A comet has two main parts to it: a head and a tail. As a comet approaches the inner solar system, the Sun begins to vaporize the ice and rock. The result of this vaporization is a tail of ionized gas that appears as a streak behind the comet. There is also plasma and an envelope of hydrogen separate from the tail, but they are not visible on Earth. Only spacecraft have been able to detect these formations.

Go Here The most famous and scientifically interesting incident with a comet was the collision of Shoemaker-Levy 9 with Jupiter in 1994. In an earlier pass close to Jupiter, the comet was broken up into several pieces.

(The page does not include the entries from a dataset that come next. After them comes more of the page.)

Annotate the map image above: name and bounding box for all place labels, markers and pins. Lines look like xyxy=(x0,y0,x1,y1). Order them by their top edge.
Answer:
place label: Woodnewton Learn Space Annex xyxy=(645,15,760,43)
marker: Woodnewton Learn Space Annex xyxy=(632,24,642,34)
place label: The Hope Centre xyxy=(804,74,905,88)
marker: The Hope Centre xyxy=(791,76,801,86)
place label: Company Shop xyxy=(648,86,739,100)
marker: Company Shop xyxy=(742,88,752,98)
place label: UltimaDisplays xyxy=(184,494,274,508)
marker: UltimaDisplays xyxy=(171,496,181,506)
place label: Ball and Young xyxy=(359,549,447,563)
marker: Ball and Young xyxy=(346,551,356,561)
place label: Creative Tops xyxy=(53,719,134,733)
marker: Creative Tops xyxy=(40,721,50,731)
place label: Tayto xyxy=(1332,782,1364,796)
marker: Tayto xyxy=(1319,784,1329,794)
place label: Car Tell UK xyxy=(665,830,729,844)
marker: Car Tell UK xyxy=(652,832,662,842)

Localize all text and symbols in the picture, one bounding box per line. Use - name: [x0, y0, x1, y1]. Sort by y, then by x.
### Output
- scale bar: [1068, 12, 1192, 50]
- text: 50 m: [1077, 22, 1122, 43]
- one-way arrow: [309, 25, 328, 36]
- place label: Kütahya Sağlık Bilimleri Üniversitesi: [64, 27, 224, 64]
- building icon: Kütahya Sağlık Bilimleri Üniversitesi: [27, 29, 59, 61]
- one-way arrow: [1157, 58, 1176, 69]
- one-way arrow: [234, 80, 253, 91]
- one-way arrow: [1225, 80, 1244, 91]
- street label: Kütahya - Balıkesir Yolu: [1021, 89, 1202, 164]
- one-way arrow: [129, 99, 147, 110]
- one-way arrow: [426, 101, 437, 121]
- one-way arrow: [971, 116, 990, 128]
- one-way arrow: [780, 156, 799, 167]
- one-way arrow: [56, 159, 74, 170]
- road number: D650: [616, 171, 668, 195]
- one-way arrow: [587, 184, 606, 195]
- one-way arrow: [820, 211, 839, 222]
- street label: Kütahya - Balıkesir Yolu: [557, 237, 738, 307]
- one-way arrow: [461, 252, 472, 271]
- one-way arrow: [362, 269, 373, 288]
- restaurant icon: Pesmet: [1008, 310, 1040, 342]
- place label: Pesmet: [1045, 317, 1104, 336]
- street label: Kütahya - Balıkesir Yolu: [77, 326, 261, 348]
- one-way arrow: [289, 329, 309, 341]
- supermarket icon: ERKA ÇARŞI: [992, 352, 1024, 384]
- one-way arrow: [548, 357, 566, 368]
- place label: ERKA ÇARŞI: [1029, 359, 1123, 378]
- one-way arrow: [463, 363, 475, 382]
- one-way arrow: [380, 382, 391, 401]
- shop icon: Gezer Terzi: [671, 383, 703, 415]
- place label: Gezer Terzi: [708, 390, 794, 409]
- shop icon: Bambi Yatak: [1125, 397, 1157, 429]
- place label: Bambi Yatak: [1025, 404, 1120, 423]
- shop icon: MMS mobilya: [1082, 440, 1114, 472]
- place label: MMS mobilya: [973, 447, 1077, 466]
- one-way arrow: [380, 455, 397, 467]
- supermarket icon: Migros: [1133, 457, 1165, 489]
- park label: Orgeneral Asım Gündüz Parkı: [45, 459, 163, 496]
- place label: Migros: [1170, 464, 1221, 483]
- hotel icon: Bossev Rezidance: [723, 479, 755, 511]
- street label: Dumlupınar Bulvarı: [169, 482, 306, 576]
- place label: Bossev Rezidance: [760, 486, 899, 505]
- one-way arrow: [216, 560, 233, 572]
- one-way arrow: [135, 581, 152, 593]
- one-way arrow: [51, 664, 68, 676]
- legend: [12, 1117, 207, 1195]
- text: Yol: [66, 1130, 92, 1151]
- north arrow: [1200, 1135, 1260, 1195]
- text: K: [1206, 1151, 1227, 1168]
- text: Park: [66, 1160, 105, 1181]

When it came around again, it was set to collide with Jupiter. During the course of a week, the fragments struck Jupiter near its southern pole on the far side from Earth. The collisions disturbed the gas giant, causing gas bubbles and scarring in the surface that looked like scorch marks. From this unique opportunity, astronomers were able to see firsthand the effects of a comet's impact and may able to explain how such an impact would affect Earth.

Comets do not come around as often as they should. You should make the most of every opportunity to go outside and see a comet for yourself. They are a sight to behold!

For more information on comets, consult the following links:

  • Windows to the Universe has a good description of comets as well as an interactive comet animation.
  • Solarviews has a small site on the Shoemaker-Levy 9 impact with Jupiter, including several photos of Jupiter with impact marks.
  • NASA'S Jet Propulsion Laboratory clash of clans hack has comet observations, including details on upcoming comet sightings.